Müspet ve mutedil hareket etmek muktezayı hale uygun hareket etmek demektir. Zillet içinde olmak veya haksızlık karşısında uysal olmak, müspet hareket etmek anlamına gelmiyor. Halin gereği ne ise ona uygun bir tavır almak müspet hareketin en temel esasıdır. Mesela vatan işgal edilmiş, kılıçlar kuşanılmıştır. Bu hale en mutabık ve müspet cevap vermek ancak cihat ile olur. Yoksa, ben şiddete ve kavgaya karşıyım diyerek cihadı terk etmek müspet değil, menfi bir davranış olur. Barış ortamında da silahlı cihada başvurmak müspet değil, menfi hareket olur.

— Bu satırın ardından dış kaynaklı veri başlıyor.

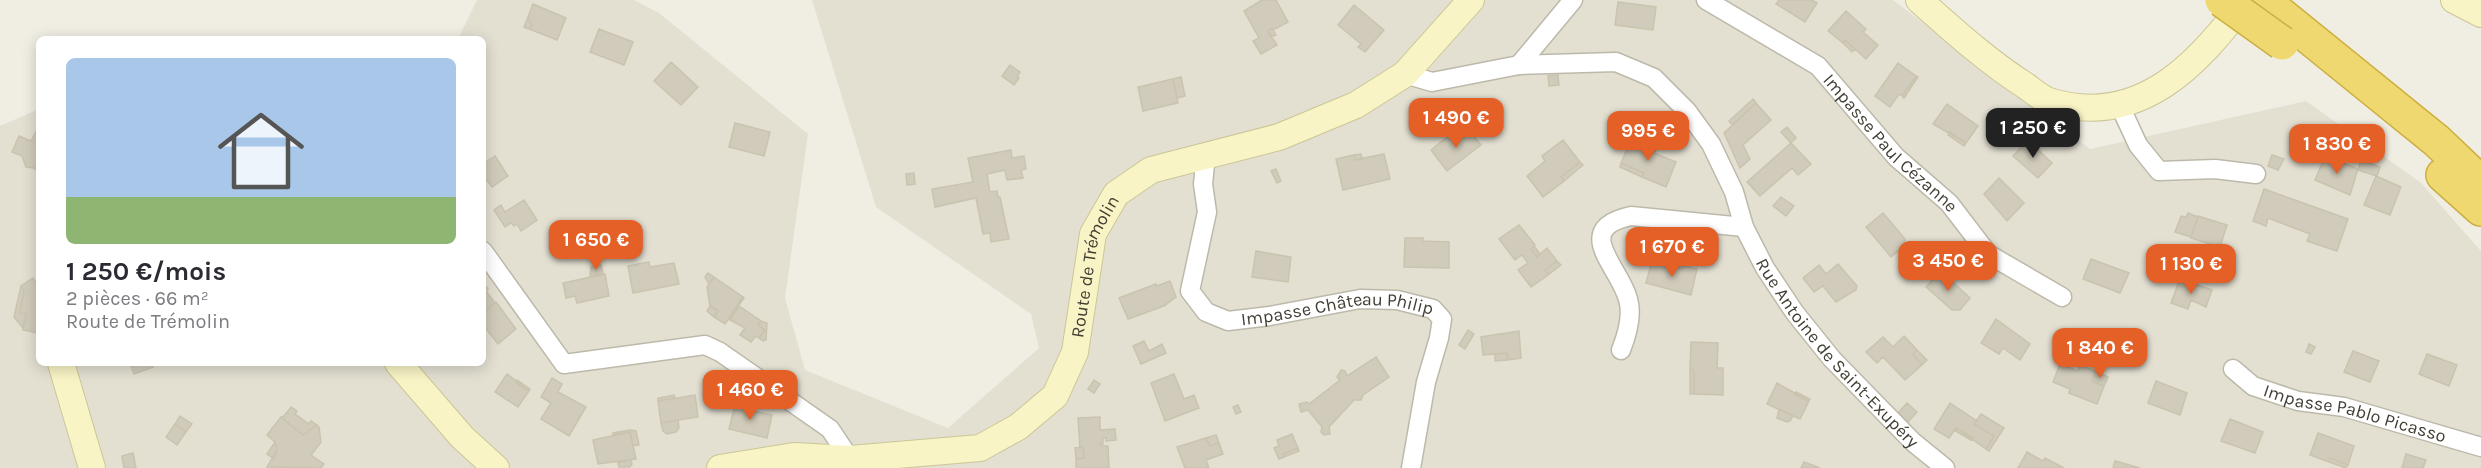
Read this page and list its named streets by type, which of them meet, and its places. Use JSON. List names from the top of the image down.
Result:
{
  "streets": {
    "street": [
      "Impasse Paul Cézanne",
      "Route de Trémolin",
      "Impasse Château Philip",
      "Rue Antoine de Saint-Exupéry",
      "Impasse Pablo Picasso"
    ]
  },
  "crossings": [
    ["Route de Trémolin", "Impasse Château Philip"],
    ["Route de Trémolin", "Rue Antoine de Saint-Exupéry"]
  ],
  "page": {
    "list": [
      {
        "name": "1 250 €/mois",
        "note": "2 pièces · 66 m² · Route de Trémolin"
      }
    ],
    "price": [
      "1 490 €",
      "1 250 €",
      "995 €",
      "1 830 €",
      "1 650 €",
      "1 670 €",
      "3 450 €",
      "1 130 €",
      "1 840 €",
      "1 460 €"
    ]
  }
}
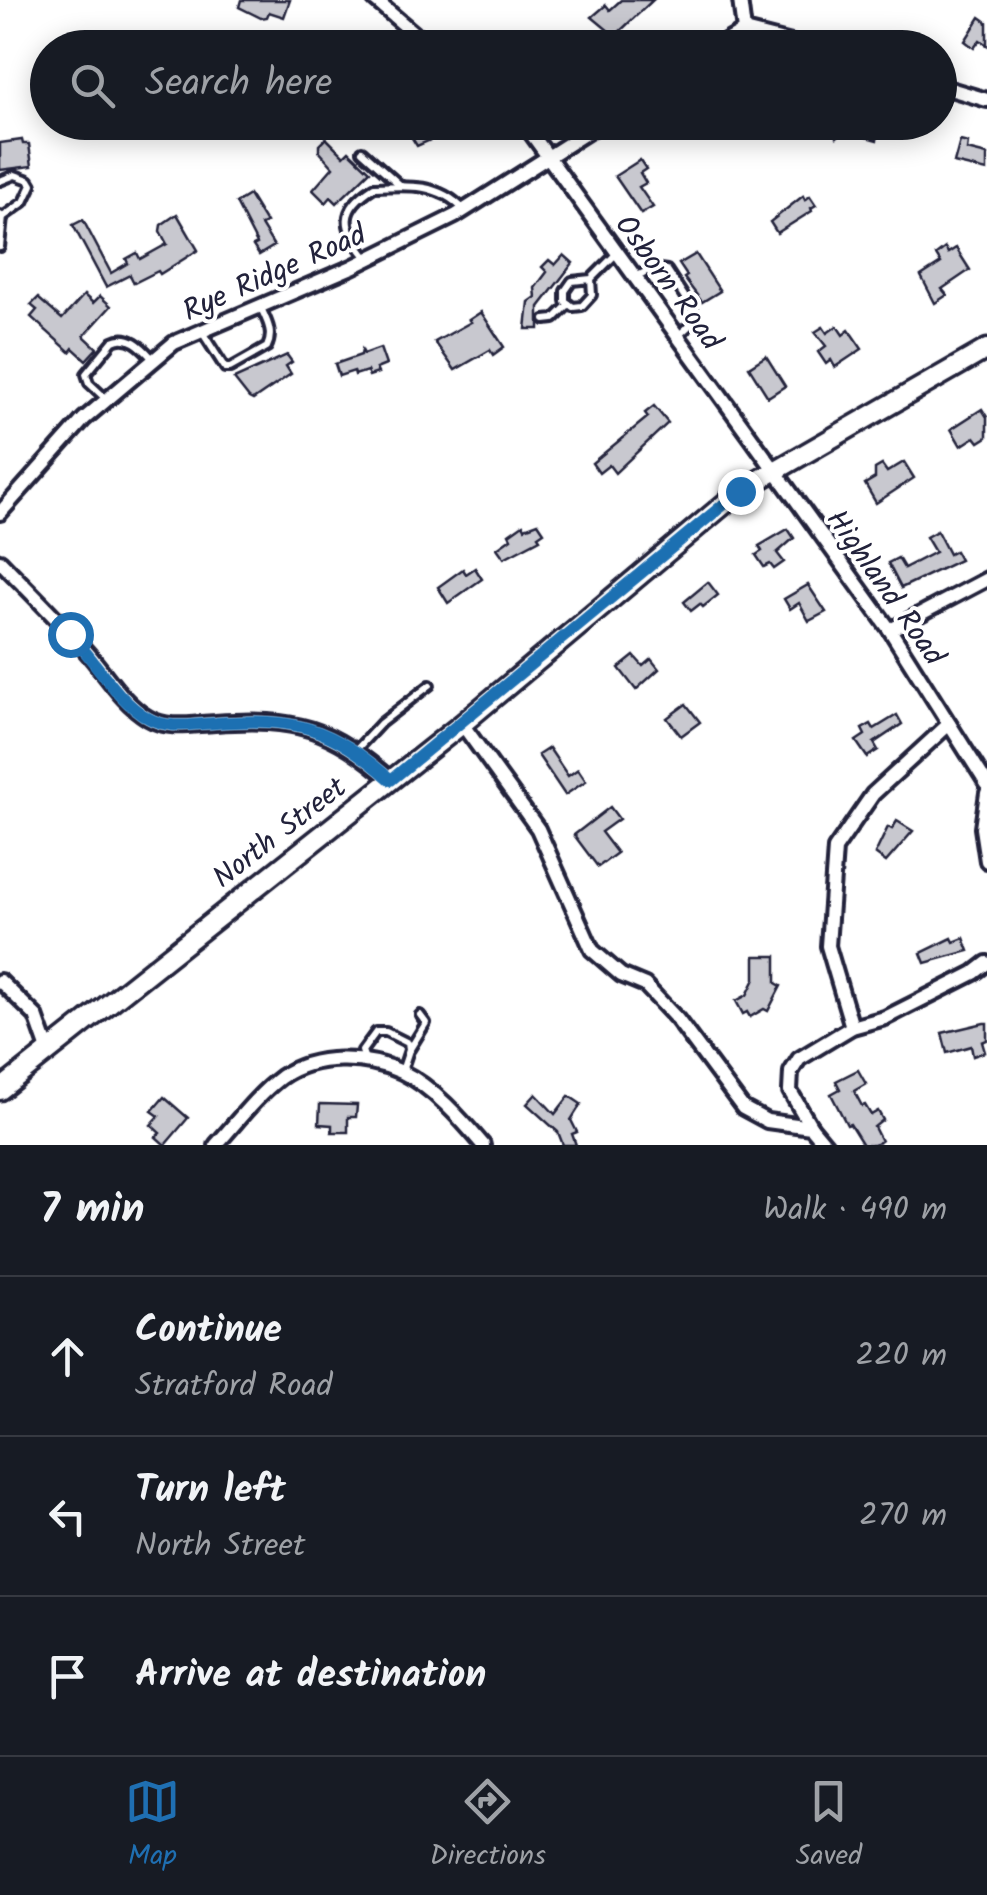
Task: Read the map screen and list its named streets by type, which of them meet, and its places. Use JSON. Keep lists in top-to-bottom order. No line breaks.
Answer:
{"streets":{"main road":["North Street"],"street":["Rye Ridge Road","Osborn Road","Highland Road"]},"crossings":[["Rye Ridge Road","Osborn Road"],["Osborn Road","Highland Road"],["Osborn Road","North Street"],["Highland Road","North Street"]],"page":{"search":"Search here","heading":["7 min","Walk · 490 m"],"list":[["Continue","Stratford Road","220 m"],["Turn left","North Street","270 m"],"Arrive at destination"],"nav":["Map","Directions","Saved"]}}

Dahilde, yani İslam toplumunda şiddet ve fitne ayet ve hadislerle men edilmiştir. İslam toplumunda iktidar ne kadar zalim ve menfi de olsa, ekser masumların istirahatı ve asayişin temini için bazı şahsi haklardan feragat etmek ve toplumu kaosa sürüklememek için müspet hareket etmek gerekir. Yoksa, ben haklıyım kimseye boyun eğmem deyip tahrikkarane hareket etmek müspet hareket kapsamına girmez. Çok büyük İslam alimleri ve kahramanları sırf toplumun selameti için zalim sultanların raiyetinde kalabilmiştir. Bu tarz hareket onları zelil yapmaz, aksine feragat sahibi yapar.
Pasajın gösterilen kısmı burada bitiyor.